Thursday, August 30, 2007

Does widespread breaking of weather records mean anything?

Continuing in question mode....well does it???
Planet Ark puts it all into some perspective

The significance of these records is that they are actually occurring in the real world - rather than in the forecasts generated by computer mathematical models of the global climate.

That marks a major shift. For the initial decade of the climate change problem (from the first report of the UN's Intergovernmental Panel on Climate Change in 1990), the effects of global warming, such as extreme heatwaves and downpours, were seen as future events which the climate models predicted. They were thus much easier for sceptics to dismiss.

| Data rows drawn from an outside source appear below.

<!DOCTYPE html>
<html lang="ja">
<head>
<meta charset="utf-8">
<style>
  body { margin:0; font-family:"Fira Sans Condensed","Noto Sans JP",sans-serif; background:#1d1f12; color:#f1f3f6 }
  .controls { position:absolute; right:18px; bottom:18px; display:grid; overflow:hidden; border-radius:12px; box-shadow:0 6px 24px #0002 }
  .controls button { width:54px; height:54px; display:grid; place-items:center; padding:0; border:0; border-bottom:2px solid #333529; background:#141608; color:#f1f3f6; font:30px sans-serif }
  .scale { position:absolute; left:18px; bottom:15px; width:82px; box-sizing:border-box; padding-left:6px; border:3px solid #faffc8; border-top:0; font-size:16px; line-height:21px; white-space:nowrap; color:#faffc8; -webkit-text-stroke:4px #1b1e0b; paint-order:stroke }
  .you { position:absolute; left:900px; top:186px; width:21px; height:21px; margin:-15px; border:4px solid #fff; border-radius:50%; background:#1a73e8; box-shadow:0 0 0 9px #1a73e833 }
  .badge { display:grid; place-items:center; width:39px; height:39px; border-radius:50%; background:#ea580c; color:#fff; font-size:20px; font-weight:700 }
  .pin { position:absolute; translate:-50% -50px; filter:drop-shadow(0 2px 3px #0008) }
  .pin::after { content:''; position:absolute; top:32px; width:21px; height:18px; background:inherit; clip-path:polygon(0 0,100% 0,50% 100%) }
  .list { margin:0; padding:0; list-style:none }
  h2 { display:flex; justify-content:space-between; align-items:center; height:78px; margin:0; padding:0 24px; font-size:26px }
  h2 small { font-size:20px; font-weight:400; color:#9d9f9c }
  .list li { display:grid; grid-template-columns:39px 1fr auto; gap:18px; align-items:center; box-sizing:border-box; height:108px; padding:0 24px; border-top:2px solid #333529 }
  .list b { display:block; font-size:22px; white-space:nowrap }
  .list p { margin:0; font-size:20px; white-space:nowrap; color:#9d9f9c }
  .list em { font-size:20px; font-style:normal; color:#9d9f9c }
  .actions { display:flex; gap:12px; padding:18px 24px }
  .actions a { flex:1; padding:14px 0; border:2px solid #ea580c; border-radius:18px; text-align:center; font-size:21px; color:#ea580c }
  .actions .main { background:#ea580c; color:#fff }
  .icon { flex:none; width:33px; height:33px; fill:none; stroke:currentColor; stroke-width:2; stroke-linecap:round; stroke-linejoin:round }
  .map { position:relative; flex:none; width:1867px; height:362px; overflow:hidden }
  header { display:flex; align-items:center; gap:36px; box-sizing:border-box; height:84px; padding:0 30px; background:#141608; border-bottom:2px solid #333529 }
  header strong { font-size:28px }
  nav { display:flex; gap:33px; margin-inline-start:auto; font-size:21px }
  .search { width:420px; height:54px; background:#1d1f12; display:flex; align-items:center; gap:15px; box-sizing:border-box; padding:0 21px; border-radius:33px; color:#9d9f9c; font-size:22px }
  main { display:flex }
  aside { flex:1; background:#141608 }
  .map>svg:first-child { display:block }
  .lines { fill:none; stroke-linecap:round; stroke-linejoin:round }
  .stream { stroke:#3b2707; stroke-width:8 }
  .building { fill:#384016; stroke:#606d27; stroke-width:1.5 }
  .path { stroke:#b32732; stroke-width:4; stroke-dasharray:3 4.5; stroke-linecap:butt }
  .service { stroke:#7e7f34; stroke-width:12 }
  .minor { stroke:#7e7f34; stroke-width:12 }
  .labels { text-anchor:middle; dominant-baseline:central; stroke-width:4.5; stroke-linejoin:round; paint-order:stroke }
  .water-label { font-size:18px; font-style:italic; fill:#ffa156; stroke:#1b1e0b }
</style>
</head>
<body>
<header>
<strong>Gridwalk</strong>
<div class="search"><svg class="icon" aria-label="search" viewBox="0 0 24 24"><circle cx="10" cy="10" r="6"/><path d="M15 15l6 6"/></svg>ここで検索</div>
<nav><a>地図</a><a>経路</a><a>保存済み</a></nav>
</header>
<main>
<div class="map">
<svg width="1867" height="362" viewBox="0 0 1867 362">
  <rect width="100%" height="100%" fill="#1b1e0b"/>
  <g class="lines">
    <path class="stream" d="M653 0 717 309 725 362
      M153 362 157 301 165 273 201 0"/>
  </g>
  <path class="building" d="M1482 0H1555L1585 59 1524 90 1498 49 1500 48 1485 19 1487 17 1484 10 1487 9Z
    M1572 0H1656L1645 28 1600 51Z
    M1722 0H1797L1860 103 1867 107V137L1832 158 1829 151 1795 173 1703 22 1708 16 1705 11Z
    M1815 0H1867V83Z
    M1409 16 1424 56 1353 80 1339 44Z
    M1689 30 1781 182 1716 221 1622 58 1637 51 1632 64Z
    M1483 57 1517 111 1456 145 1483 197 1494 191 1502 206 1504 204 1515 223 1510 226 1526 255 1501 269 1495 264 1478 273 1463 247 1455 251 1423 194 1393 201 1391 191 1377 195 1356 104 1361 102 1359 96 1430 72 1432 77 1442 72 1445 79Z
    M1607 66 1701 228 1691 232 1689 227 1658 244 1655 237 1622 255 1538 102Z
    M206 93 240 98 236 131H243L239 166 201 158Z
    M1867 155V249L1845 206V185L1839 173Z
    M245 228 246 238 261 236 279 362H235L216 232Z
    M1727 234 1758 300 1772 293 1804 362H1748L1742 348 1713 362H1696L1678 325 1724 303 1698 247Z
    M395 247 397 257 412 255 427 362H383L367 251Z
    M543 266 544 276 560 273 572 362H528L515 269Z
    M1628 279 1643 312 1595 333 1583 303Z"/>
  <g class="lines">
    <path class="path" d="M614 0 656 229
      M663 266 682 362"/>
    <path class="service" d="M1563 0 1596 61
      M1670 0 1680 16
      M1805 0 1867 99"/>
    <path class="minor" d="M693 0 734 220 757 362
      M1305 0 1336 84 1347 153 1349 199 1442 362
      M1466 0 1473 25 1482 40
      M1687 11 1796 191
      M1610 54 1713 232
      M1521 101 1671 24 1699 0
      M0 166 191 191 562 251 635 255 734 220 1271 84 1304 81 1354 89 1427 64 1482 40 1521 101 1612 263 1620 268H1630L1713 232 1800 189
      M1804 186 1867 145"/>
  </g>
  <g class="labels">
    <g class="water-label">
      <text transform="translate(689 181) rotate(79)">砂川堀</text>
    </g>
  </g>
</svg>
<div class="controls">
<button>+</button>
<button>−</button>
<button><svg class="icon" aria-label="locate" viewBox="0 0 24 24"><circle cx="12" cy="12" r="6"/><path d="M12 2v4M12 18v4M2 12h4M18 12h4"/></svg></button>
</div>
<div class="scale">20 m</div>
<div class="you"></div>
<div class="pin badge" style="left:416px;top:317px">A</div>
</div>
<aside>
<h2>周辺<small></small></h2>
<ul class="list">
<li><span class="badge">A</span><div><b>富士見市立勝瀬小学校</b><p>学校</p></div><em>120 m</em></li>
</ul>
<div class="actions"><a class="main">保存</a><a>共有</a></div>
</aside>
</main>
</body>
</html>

But, in recent years, extreme and record-breaking real events, entirely consistent with global warming predictions, have started to mount up - beginning with the remarkable heatwave of August 2003, which caused 35,000 excess deaths in France and northern central Europe.

That episode, the first event whose severity was ascribed by scientists directly to climate change, only just caught Britain with its edge.

But even so, it broke the UK's air temperature record on 10 August 2003, pushing it for the first-time ever over 100F, to 101.3F, or 38.5C. The previous record (set in 1990) was 98.8F or 37.1C. Thus the jump to the new record was 2.5F, or 1.4C - an absolutely enormous leap.

Some of the records of the past 14 months which we detail today are of similar astonishing dimensions. In particular, April 2007 and the summer just ended produced quite unprecedented weather for Britain - with quite unprecedented effects.

April was so warm (contributing to the warmest spring on record) that the natural world was put completely out of sync: swifts arrived (from Africa) a month early, as did the hawthorn flowers - known as May - which prompted suggestions they should be renamed April blossom.